# 7box stable yard for rent



## pinkpolly (30 October 2013)

Need advice please.  Where would you advertise yard for rent in Surrey?  Have tried Friday ad without success.  Just lots of timewasters who underestimate the responsibility and cost of going it alone.  Also how much rent would you expect to pay?  Nice yard with good grazing but no school on site.


----------



## Ella19 (31 October 2013)

Tack shops like Rokers at worpleston. You could try websites such as horsequest or horsemart. Try facebook sites like Surrey horse and pony but you may have to wade through a few messages from idiots to find the genuine ones on there!
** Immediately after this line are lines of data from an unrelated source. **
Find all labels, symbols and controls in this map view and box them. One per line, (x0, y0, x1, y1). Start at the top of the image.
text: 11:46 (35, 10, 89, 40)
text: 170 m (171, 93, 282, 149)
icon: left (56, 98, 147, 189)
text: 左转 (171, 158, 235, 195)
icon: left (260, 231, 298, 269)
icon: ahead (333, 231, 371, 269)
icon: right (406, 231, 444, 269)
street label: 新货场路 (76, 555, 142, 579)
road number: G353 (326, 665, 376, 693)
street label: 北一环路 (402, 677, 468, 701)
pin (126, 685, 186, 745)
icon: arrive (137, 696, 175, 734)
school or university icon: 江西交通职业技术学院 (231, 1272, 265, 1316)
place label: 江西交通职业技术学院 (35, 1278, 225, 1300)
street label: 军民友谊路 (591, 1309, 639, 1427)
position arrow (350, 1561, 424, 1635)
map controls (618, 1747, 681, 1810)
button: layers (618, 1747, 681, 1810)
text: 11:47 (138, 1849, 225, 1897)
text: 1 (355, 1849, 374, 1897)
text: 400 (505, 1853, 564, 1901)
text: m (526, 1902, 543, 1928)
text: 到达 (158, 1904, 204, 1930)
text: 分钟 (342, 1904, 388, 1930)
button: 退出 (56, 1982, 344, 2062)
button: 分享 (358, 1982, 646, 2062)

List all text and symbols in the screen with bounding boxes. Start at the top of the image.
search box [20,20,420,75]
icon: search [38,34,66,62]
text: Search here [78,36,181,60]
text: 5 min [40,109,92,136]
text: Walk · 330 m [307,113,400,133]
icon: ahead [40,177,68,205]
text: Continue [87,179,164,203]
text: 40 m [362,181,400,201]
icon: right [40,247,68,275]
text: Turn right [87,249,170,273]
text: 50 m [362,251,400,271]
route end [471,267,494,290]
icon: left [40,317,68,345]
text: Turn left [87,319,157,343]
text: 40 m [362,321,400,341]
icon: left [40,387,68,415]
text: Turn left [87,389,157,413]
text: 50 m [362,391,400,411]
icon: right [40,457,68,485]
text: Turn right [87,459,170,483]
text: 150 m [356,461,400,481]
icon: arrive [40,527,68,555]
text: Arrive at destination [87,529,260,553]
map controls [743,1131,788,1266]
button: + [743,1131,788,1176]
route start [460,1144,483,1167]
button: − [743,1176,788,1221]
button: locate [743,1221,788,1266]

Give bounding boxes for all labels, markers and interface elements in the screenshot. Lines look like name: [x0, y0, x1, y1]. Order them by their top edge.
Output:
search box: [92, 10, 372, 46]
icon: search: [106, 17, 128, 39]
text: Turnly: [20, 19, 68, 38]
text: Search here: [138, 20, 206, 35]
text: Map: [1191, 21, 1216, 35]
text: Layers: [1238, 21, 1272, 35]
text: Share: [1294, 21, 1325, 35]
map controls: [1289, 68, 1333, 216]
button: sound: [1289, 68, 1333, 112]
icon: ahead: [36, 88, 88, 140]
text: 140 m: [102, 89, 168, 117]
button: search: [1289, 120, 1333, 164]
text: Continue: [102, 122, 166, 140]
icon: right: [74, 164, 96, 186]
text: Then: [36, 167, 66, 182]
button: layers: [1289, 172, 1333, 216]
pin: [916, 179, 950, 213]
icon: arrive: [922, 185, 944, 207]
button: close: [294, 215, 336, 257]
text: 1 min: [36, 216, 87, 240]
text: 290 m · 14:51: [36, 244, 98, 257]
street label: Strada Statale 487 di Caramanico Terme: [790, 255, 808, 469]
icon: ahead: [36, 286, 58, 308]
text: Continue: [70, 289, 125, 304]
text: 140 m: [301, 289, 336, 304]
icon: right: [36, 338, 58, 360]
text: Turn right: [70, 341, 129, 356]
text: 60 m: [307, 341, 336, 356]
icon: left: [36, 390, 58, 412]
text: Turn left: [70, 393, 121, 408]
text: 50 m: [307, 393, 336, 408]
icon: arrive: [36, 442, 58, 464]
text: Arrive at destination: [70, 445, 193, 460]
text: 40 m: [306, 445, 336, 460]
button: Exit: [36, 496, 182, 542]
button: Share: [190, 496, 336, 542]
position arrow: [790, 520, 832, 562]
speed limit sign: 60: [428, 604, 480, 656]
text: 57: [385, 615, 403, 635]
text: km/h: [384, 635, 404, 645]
Ask the hunt to advertise to subscribers.


----------



## Hetsmum (1 November 2013)

Please could you pm me details.......thanks


----------



## Meandtheboys (1 November 2013)

https://www.facebook.com/groups/271820566187891/  - spotted this on Facebook

Livery/Grazing Information in South East ...............someone seeking yard to rent


----------



## pinkpolly (1 November 2013)

Thank you For all your tips, will pm more details if requested.


----------



## Whatamill (5 November 2013)

I'm currently looking for somewhere could you please pm me some more details, thank you


----------



## Mince Pie (5 November 2013)

And me please


----------